NCAA fires VP of enforcement, announces review of process
Current NCAA mood: Screaming Sheep.
SPOILER ALERT: Please know up front that we are probably never going to see the end of the NCAA's current Miami case, but one tentative step toward the end of the tunnel was taken on Monday afternoon, when the findings of an investigation into the NCAA's investigation were announced. (BRAHHHHHHHHHHHHHHM.) For those of you just joining us, the facts are:
In 2011, Nevin Shapiro, a former booster of U. Miami sports programs,
contacted the NCAA and made allegations that he had provided improper benefits
to U. Miami student-athletes. Over the course of the ensuing investigation, the
Enforcement Staff worked extensively with Shapiro and his attorney, Maria Elena
Perez, Esq. In the course of that relationship, Ms. Perez suggested to Director of
Enforcement Ameen Najjar that she could assist the NCAA’s investigation by
qualifying for practice in her client’s bankruptcy proceeding and using bankruptcy
subpoenas to compel depositions from witnesses who had refused to cooperate with
the NCAA. In return, Ms. Perez asked that the NCAA pay her for her work in
relation to the depositions.
Yahoo! is further reporting that vice president of enforcement Julie Roe Lach has been fired as a result of the scandal. You can read the full report here; we've collected our favorite bits of the story below, which we've rated on our patent-pending five-step Screaming Sheep Scale of Screaming Sheepiness:
• Najjar was advised against involving Perez.

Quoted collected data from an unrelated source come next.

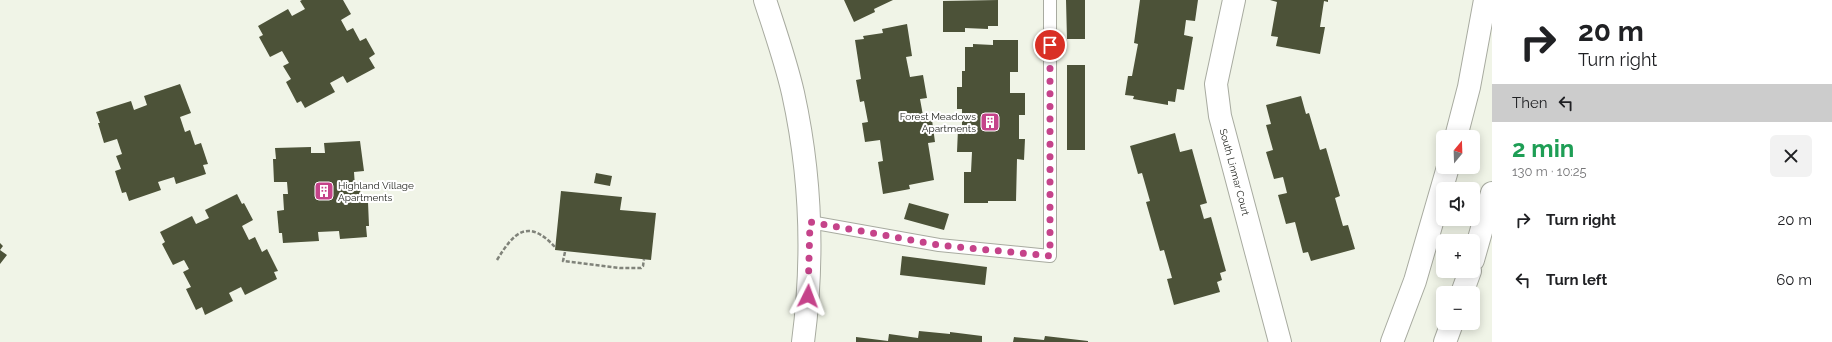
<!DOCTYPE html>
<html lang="en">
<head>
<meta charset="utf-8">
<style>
  :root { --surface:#fff; --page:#f2f2f2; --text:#202124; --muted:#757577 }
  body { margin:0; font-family:Raleway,sans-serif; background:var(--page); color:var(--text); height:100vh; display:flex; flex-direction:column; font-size:15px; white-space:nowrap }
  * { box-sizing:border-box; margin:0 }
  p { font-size:13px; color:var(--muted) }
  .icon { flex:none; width:22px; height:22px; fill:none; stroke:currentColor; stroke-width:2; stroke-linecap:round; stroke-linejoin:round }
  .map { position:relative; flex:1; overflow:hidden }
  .sheet { display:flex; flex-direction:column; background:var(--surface); width:340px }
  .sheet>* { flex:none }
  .banner { background:#fff; color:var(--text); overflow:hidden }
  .needle { width:26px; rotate:19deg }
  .buttons { position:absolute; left:1436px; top:130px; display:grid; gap:8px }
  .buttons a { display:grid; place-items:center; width:44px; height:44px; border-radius:6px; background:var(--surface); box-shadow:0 2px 10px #0003; font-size:20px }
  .pin { position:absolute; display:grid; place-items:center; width:34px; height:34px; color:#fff; margin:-17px; border:2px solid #fff; border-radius:50%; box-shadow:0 1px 4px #0007 }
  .me { position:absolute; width:44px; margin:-22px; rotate:3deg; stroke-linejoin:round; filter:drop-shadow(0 0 3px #0008) }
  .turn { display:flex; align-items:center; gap:14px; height:84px; padding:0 20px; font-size:18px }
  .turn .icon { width:52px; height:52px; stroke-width:2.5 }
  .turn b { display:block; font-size:28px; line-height:34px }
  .then { display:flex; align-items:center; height:38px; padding:0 20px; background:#0003; gap:8px; font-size:15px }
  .round { display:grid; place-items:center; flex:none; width:42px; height:42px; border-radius:6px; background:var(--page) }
  .headline { display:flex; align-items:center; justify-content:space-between; height:68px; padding:0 20px }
  h1 { font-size:24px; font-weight:700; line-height:30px; color:#1e9e55 }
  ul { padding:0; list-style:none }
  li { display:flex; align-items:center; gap:12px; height:60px; padding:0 20px }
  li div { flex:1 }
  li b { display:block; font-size:15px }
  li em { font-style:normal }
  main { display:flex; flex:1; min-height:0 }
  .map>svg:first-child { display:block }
  .building { fill:#4c5238 }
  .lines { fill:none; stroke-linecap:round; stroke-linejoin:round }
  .service-casing { stroke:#a8aba0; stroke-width:14 }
  .minor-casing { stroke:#a8aba0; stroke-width:24 }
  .tertiary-casing { stroke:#a8aba0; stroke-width:24 }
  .path { stroke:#80837a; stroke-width:2.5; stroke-dasharray:4 2; stroke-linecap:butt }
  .service { stroke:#fff; stroke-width:12 }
  .minor { stroke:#fff; stroke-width:22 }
  .tertiary { stroke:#fff; stroke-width:22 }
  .route { stroke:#c5438a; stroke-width:7; stroke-dasharray:0 12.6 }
  .labels { text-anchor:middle; stroke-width:4; stroke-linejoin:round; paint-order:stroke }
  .poi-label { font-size:10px; fill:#1f211c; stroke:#fff; text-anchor:end }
  .street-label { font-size:10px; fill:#1f211c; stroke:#fff }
</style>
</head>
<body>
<main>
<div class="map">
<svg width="1492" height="342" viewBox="0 0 1492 342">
  <rect width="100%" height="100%" fill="#f0f4e7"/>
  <!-- building -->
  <path class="building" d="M302,0H343L351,14L341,20L347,31L353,28L360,41L366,38L375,54L369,58L375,68L347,83L343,76L330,83L335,92L305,108L301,101L297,103L286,82L291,79L283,66L289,63L282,51L270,57L259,37L263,35L258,26L288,9L292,16L305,9L300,1Z
    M844,0H893L874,9L875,12L854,22Z
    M998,0V26H988V29L965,28V32H943V1Z
    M1066,0H1085V39H1067Z
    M1140,0H1198L1195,21L1186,20L1184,35L1193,37L1184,90L1177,89L1175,102L1168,101V105L1133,99L1134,96L1125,95L1128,76H1132L1138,44L1134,43Z
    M1270,0H1328V2L1324,1L1320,27H1325L1320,54L1276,46L1278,37L1271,36L1277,2Z
    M907,24L912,56L906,57L910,77L923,75L927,98L920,99L924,121L932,120L935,142L928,143L934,180L909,185L910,189L883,194L878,162L883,161L880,140L865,142L862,123L868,122L864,101L860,102L856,80L861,79L855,40L864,39L863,36L883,33L882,29Z
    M993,40H1018V72H1010V93H1025V115H1019V139H1025L1024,160L1017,159L1016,201H988V203H964V172H971L972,152H957L958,129H962V109H957V87H962V71H965V47H973V44L993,45Z
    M1067,65H1085V150H1067Z
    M180,84L191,113L180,117L185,132L190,130L195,145L201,143L208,164L203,165L206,174L176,184L174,177L158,182L161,190L129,201L126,192L122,193L115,171L121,169L116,156L122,154L117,139L104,143L98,123H100L96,112L131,101L134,110L147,105L144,96Z
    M1301,96L1306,114L1309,113L1320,150L1326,148L1340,196L1335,198L1343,226L1348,225L1355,249L1311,261L1308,252L1303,253L1295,222L1286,224L1278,195L1287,193L1283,177L1274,179L1266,152L1273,150L1266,125L1271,124L1266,105Z
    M1175,133L1180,152L1192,149L1207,203L1200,205L1204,219L1211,217L1226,271L1220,273L1222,280L1217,282L1220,292L1174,305L1167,279L1172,278L1164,250L1160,251L1146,202L1150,201L1142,173L1138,174L1130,146Z
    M360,141L364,171L354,172L355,187H360L361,202H368L369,226H366L367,237L340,239L339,231L318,232L319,241L283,243L282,233H279L277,211L284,210L283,194H288L287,182H274L273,159H276L275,148L311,147V153H325L324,143Z
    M596,173L612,176L610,186L594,183Z
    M561,191L622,197L620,210L656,213L651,260L555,250Z
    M237,194L242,204L244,203L253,220L242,226L249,240L255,237L262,252L267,249L278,271L274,272L277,279L245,295L241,287L229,293L233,301L205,315L202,307L196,310L186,289L191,287L183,272L189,269L184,260L173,265L162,244L165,242L160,232L192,216L196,224L209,218L205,210Z
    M909,203L949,214L944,230L904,219Z
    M0,243L3,246L0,250L7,255L0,264Z
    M902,256L987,267L985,285L900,275Z
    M919,331L950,334V332L982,336V342H856V337L888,341L889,334L918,338Z
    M1045,336L1088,341V342H1013L1014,337L1044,340Z"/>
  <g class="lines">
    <defs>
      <path id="service" d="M810,222L939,245L1050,256V0"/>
      <path id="minor" d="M1234,0L1216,84L1220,116L1280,342"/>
      <path id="tertiary" d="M765,0C775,31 786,62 793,93C811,175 814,259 803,342
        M1456,137L1469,87L1485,0
        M1473,260L1492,193
        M1462,293L1470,271
        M1392,342L1415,281L1448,167
        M1445,342L1452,323"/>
    </defs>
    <!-- service casing -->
    <use href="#service" class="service-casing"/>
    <!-- minor casing -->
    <use href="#minor" class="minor-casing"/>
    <!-- tertiary casing -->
    <use href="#tertiary" class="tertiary-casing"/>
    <!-- path -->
    <path class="path" d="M565,252L563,261L620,268H641L643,266L644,259
      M497,260C514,232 528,218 555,247"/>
    <!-- service -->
    <use href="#service" class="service"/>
    <!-- minor -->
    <use href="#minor" class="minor"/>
    <!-- tertiary -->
    <use href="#tertiary" class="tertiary"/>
  </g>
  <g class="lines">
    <!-- route -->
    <path class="route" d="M808,296L810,222L939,245L1050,256V45"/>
  </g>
  <!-- icons -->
  <defs>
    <symbol id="building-square" viewBox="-11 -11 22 22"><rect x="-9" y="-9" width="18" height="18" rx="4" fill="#c5438a" stroke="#fff"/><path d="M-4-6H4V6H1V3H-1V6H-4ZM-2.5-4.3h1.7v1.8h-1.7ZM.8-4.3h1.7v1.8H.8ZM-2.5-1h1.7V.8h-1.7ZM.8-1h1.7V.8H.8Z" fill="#fff"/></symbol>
  </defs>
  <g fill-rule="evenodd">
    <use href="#building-square" x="979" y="111" width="22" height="22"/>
    <use href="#building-square" x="313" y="180" width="22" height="22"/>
  </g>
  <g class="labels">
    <!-- poi labels -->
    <g class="poi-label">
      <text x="976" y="120">Forest Meadows<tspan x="976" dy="12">Apartments</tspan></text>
      <text x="338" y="189" text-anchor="start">Highland Village<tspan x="338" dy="12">Apartments</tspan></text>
    </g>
    <!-- street labels -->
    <g class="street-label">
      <text transform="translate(1235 172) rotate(75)" y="4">South Linmar Court</text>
    </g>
  </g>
</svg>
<div class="buttons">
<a><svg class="needle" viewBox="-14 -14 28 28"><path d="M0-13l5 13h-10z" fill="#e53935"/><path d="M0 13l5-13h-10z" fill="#757577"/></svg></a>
<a><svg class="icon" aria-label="sound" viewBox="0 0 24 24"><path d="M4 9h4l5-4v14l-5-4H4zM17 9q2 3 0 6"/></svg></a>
<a>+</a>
<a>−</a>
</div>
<div class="pin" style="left:1050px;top:45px;background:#d93025"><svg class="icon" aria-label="arrive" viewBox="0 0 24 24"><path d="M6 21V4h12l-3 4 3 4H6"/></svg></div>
<svg class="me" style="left:808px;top:296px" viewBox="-20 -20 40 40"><path d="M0-17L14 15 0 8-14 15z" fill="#c5438a" stroke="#fff" stroke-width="4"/></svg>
</div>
<section class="sheet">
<div class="banner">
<div class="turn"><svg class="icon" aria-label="right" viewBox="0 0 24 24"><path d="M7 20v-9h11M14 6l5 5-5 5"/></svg><div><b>20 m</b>Turn right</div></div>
<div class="then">Then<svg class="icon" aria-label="left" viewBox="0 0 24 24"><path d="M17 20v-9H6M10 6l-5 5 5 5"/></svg></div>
</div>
<div class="headline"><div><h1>2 min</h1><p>130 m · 10:25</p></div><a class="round"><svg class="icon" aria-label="close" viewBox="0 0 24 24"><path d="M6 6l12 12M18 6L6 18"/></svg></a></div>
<ul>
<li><svg class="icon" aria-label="right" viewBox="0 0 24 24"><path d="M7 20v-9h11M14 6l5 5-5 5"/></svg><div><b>Turn right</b></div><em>20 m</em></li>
<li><svg class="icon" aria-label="left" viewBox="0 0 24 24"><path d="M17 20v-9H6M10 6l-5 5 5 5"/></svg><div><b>Turn left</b></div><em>60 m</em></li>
</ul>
</section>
</main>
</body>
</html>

The legal advice provided by the Legal Staff to Mr. Najjar, Ms. Lach
and Mr. Hosty was clear that they should not accept the Perez
Mr. Najjar chose not to follow that legal advice, deciding instead to
come up with “a way around it.”
Mr. Najjar went forward with his “way around” without returning to
the Legal Staff and asking if that idea would change their advice to
reject the Perez proposal.
• Mark Emmert thinks the NCAA can wash away malfeasance like it's rinsing beans for supper.
• Y'all remember who Julie Roe Lach is, right?
“You’ll know when we’re finished,” Roe Lach told Chizik, according to several coaches who were at the meeting. “And we’re not finished.”
• No, for real this time.
The information gained through the bankruptcy proceedings or other evidence derived from that process will not be used in the Miami investigative record. The NCAA plans to proceed with the case with information properly obtained by the enforcement staff.
• No, for real this time, I mean it.
“My responsibility is to be certain that the membership has confidence in all of our processes across the national office,” said Emmert.
• What we wouldn't give to sit in on some of these.
Additionally, Duncan and Spencer Fane will work with Cadwalader to review the regulatory environment from the national office and membership perspectives. To gain member insights, the review will include discussions with schools that recently engaged in the enforcement process.
• THERE WAS A BURNER PHONE.
To facilitate communications between the NCAA and Mr. Shapiro, Mr. Johanningmeier purchased a disposable mobile phone and paid for Mr. Shapiro’s use of the prison telephone system. Mr. Johanningmeier, in turn, expensed those costs to the NCAA. (Comley; Lach; Johanningmeier; Najjar; Shapiro). We learned that the NCAA had expended approximately $8,200 to fund communications with Mr. Shapiro, including transfers of approximately $4,500 to his prison commissary account from which he pays for communications expenses.